Naturally, I wish the teacher had been armed (and trained) and able to defend herself. That said, I shudder to think what the media coverage would have been like if she had shot her attacker. The case might have gotten nation-wide publicity, but the MSM would twist it to fit The Narrative. There would be pictures of her mug shot, next to a photo of the “victim” taken when he was twelve years old. There would be speculation by news commentators that the teacher tried to seduce the poor kid, and that she shot him when he refused her advances. And the Brady Campaign would include Phillip Chism in its list of “victims of gun violence.” Also, there would be editorials against Stand Your Ground laws. (The last I heard, Massachusetts was a Duty to Retreat state, but so what? In the Zimmerman/Martin case, both the defense and the prosecution said that Stand Your Ground had nothing to do with the shooting, but that case still became a referendum on SYG laws. Facts are never allowed to interfere with the Progressive agenda.) And, of course, our Fearless Leader would be blubbering about how “if I had a son, he would look like Phillip.” It’s partly the race card, but also because legitimate self-defense has to be either ignored, or distorted to make it look bad. A justifiable shooting contradicts the PC party line that you are “43 times more likely to shoot a family member than an intruder.”
Mike:
To the Contrary –
Mass is a “Shall Issue” State for concealed carry. Since around 1998 or so – can’t remember exactly. They have 5 criteria – public drunkenness, mental hospitalization, spousal abuse, felon, or previous weapon (gun) conviction which could have resulted in a jail term.
Not to say the local police chiefs – through which all applications flow – like it. But that is the law. They are overturned all the time for any denials not based on the above.

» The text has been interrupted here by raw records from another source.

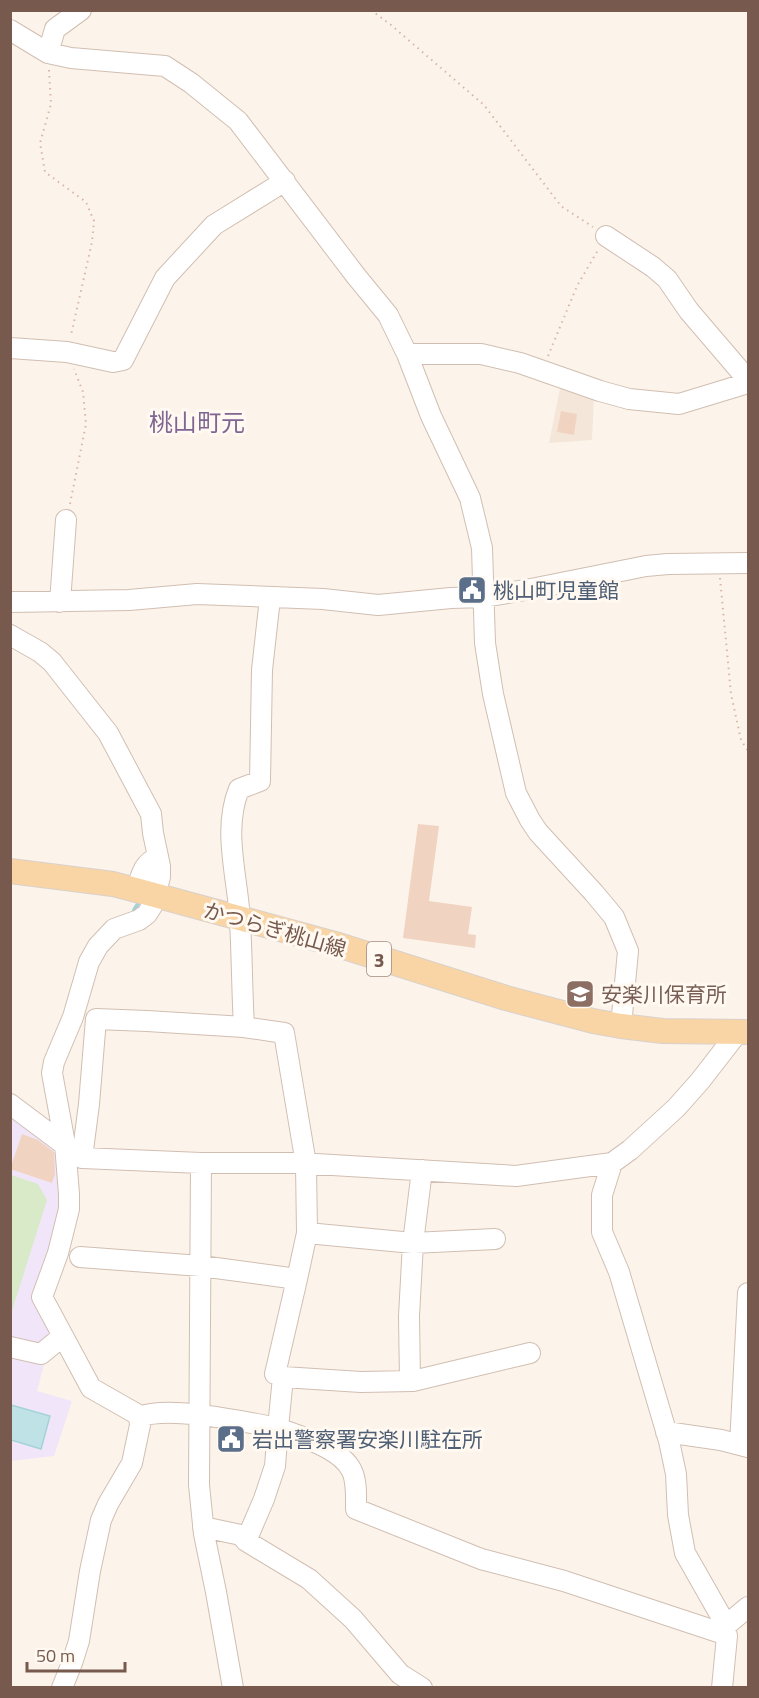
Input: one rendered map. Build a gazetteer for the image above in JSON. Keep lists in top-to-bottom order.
{
  "streets": {
    "main road": ["かつらぎ桃山線", "3"]
  },
  "districts": ["桃山町元"],
  "places": {
    "public building": ["桃山町児童館", "岩出警察署安楽川駐在所"],
    "school or university": ["安楽川保育所"]
  },
  "scale_bar": "50 m"
}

In NH – I think only the Felon cannot carry concealed.
Dear Elwood:
Thus far, the best and most up to date information I’ve been able to find indicates that Massachusetts is a “shall issue” state only in terms of its two-tiered firearms license system. However, in terms of an actual concealed carry license, it seems to be a “may issue” state. I say “seems to be” because I’ve read the relevant state statutes, and they are less than clear about concealed carry. The class “A” license law, for example, says a licensee may carry a “large caliber” weapon for all lawful purposes, but only specifies clearly that it may be carried in a car. I’m still digging into this, but for the moment, everything I’m finding indicates that in practice, Massachusetts is not handing out concealed carry licenses just because citizens want them.
If you can direct me to specific information that might help clarify this, I’d be appreciative.